Rechter: Zuid-Afrika mag niet uit Strafhof
De beslissing van Zuid-Afrika om het Internationaal Strafhof (ICC) in Den Haag niet langer te erkennen, is in strijd met de wet. Dat heeft een Zuid-Afrikaanse rechtbank woensdag bepaald. De oppositie had de zaak aangespannen. Minister van Justitie Michael Masutha wees het oordeel van de rechtbank in de provincie Gauteng af. Hij zei dat de regering het plan om afscheid te nemen van het ICC doorzet en beroep aantekent.
De Zuid-Afrikaanse regering heeft laten weten dat het land het Verdrag van Rome gaat opzeggen. Met dat verdrag werd in 1998 het ICC opgericht. In 2002 ging het ICC feitelijk aan het werk. Het is geen VN-hof en gaat vrijwel uitsluitend over misdaden in landen die meedoen. De VS, Rusland en China doen niet mee. Het is wel het eerste juridische orgaan met een permanente internationale jurisdictie ten aanzien van genocide, misdaden tegen de menselijkheid en oorlogsmisdaden.
Het hof ligt in Afrika onder vuur, omdat het daar inmiddels wordt gezien als een tribunaal om Afrikanen te berechten. Alle beklaagden komen uit Afrika. Het hof heeft naar schatting al meer dan een miljard euro uitgegeven en slechts vier mensen veroordeeld, allen Afrikanen. Onder de voortvluchtigen van het ICC is ook de president van Soedan, Omar Hassan al-Bashir.

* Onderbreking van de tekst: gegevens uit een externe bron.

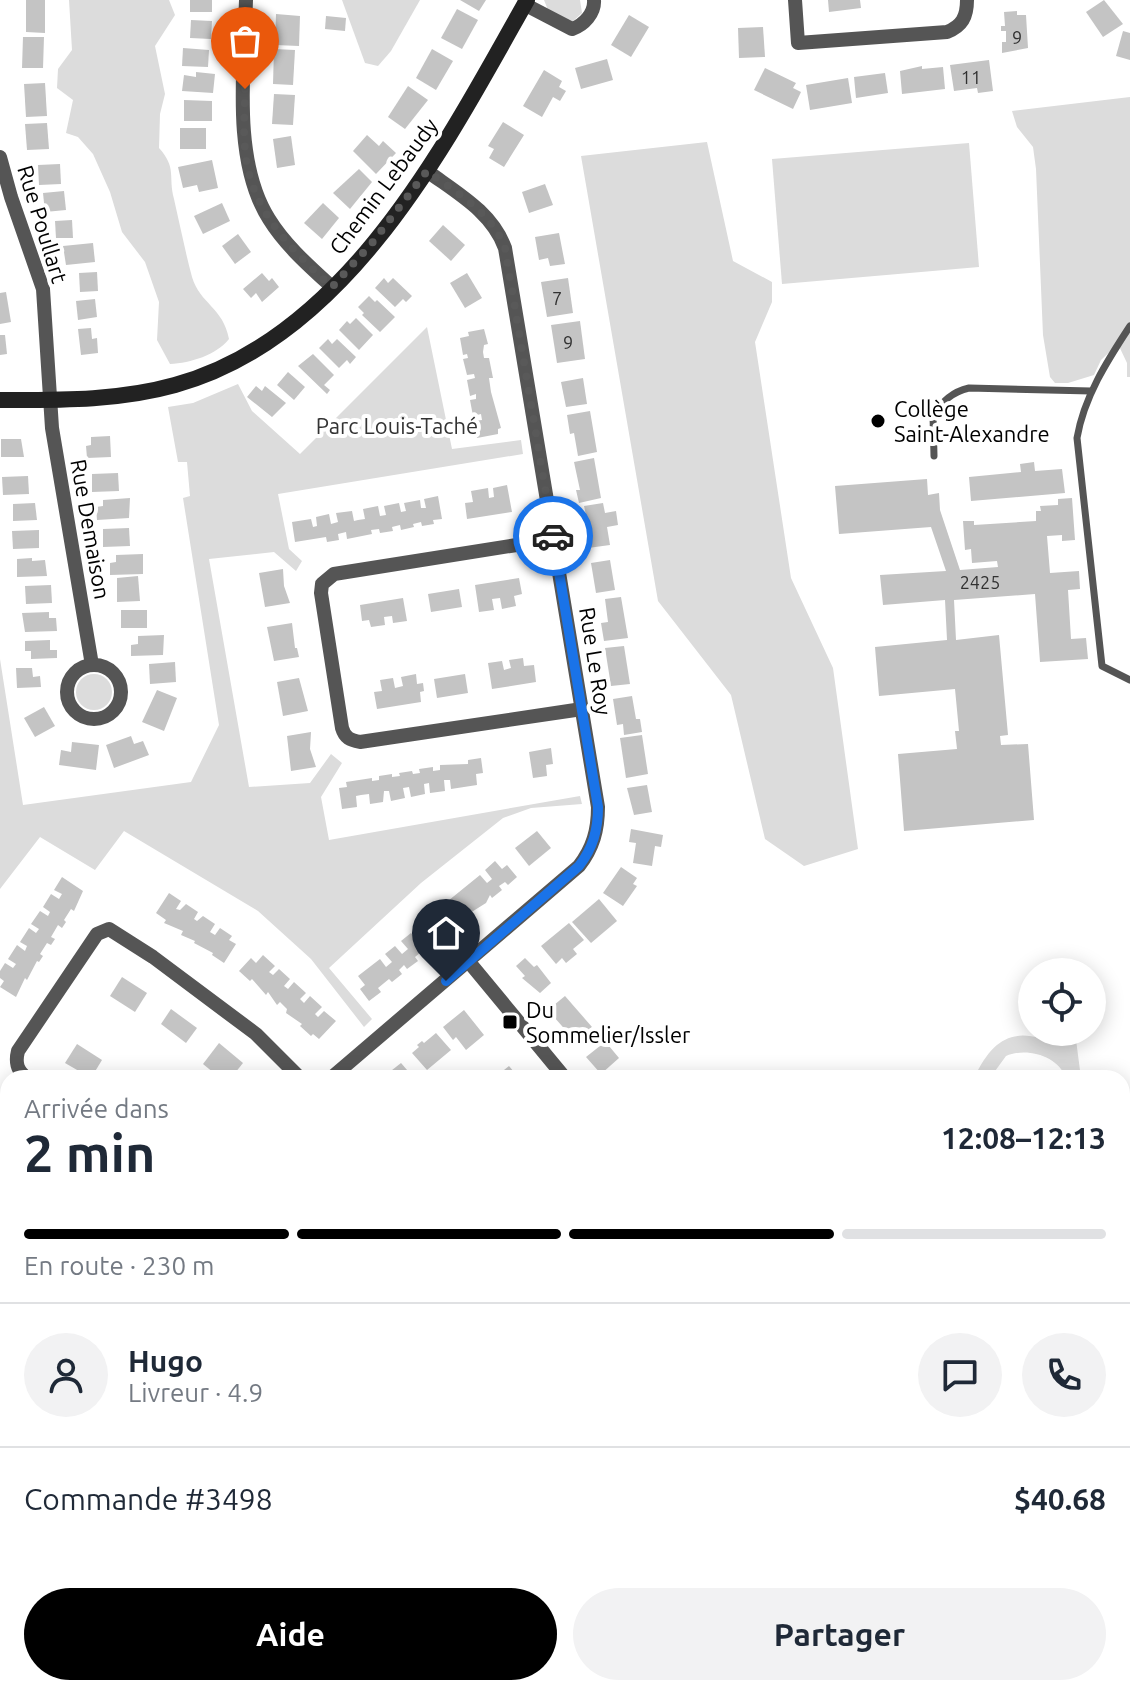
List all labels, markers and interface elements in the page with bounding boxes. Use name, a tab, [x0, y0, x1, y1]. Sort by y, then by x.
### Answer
pin	[211, 7, 279, 89]
icon: bag	[223, 19, 267, 63]
house number: 9	[1012, 27, 1022, 47]
house number: 11	[961, 67, 981, 87]
street label: Chemin Lebaudy	[324, 113, 442, 259]
street label: Rue Poullart	[13, 162, 73, 286]
house number: 7	[552, 288, 562, 308]
house number: 9	[563, 332, 573, 352]
place label: Collège Saint-Alexandre	[894, 396, 1050, 446]
marker: Collège Saint-Alexandre	[869, 412, 887, 430]
park label: Parc Louis-Taché	[316, 413, 478, 438]
street label: Rue Demaison	[66, 457, 116, 601]
courier	[513, 496, 593, 576]
icon: car	[531, 514, 575, 558]
house number: 2425	[960, 572, 1000, 592]
street label: Rue Le Roy	[575, 605, 617, 717]
pin	[412, 899, 480, 981]
icon: home	[424, 911, 468, 955]
map controls	[1018, 958, 1106, 1046]
button: locate	[1018, 958, 1106, 1046]
place label: Du Sommelier/Issler	[526, 997, 691, 1047]
marker: Du Sommelier/Issler	[501, 1013, 519, 1031]
text: Arrivée dans	[24, 1094, 169, 1123]
text: 12:08–12:13	[941, 1121, 1106, 1155]
text: 2 min	[24, 1124, 155, 1182]
text: En route · 230 m	[24, 1251, 214, 1280]
button: person	[24, 1333, 108, 1417]
button: chat	[918, 1333, 1002, 1417]
button: phone	[1022, 1333, 1106, 1417]
text: Hugo	[128, 1344, 203, 1378]
text: Livreur · 4.9	[128, 1378, 263, 1407]
text: Commande #3498	[24, 1482, 273, 1516]
text: $40.68	[1014, 1482, 1106, 1516]
button: Aide	[24, 1588, 557, 1680]
button: Partager	[573, 1588, 1106, 1680]

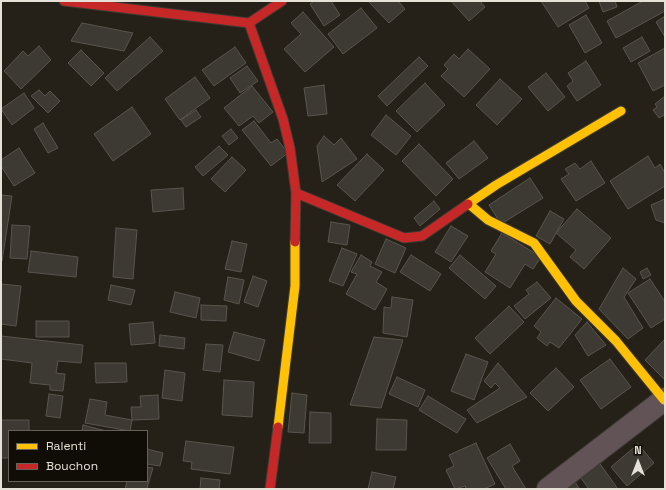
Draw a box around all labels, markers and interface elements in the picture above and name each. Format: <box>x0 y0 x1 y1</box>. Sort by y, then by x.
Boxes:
legend <box>8 430 148 482</box>
text: Ralenti <box>46 438 86 454</box>
north arrow <box>618 442 658 482</box>
text: N <box>634 443 642 457</box>
text: Bouchon <box>46 458 98 474</box>

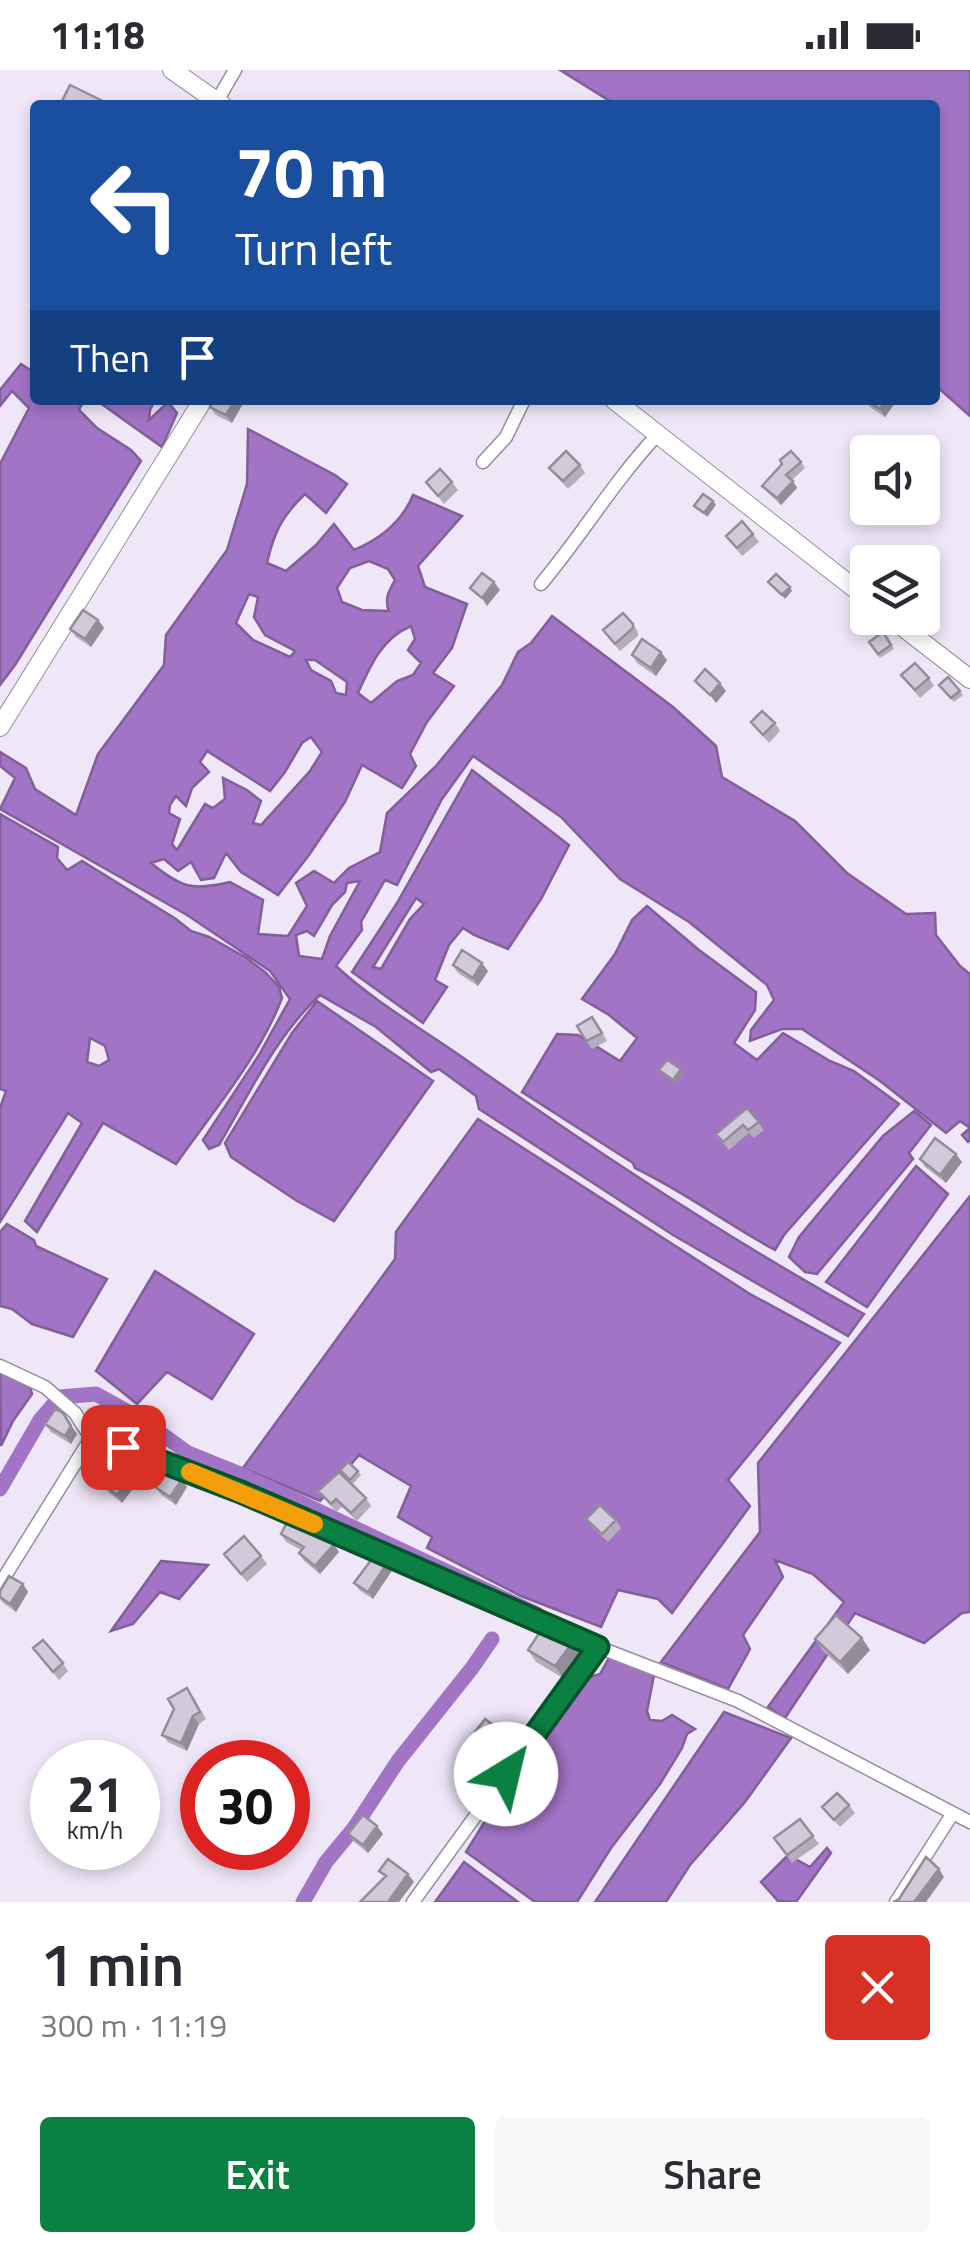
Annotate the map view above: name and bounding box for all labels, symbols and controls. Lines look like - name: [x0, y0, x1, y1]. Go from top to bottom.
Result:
- text: 11:18: [50, 6, 145, 64]
- text: 70 m: [235, 118, 388, 224]
- icon: left: [70, 140, 200, 270]
- text: Turn left: [235, 214, 392, 282]
- text: Then: [70, 329, 150, 387]
- icon: arrive: [170, 330, 225, 385]
- map controls: [850, 435, 940, 635]
- button: sound: [850, 435, 940, 525]
- button: layers: [850, 545, 940, 635]
- pin: [81, 1405, 166, 1490]
- icon: arrive: [96, 1420, 151, 1475]
- position arrow: [454, 1722, 558, 1826]
- speed limit sign: 30: [180, 1740, 310, 1870]
- text: 21: [67, 1755, 123, 1831]
- text: km/h: [67, 1811, 123, 1849]
- text: 1 min: [40, 1918, 184, 2009]
- button: close: [825, 1935, 930, 2040]
- text: 300 m · 11:19: [40, 2001, 227, 2049]
- button: Exit: [40, 2117, 475, 2232]
- button: Share: [495, 2117, 930, 2232]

De juridisch rel over de Zuid-Afrikaanse deelname aan het ICC barstte los toen al-Bashir in 2015 naar een top van de Afrikaanse Unie in Zuid-Afrika kwam en er met rust werd gelaten. De regering stelde dat hij als staatshoofd immuun was, maar een rechter bepaalde dat hij voor het ICC moest worden aangehouden. Het ICC zoekt hem al sinds 2009 wegens onder meer volkerenmoord gepleegd in Darfur, een regio in het westen van zijn land.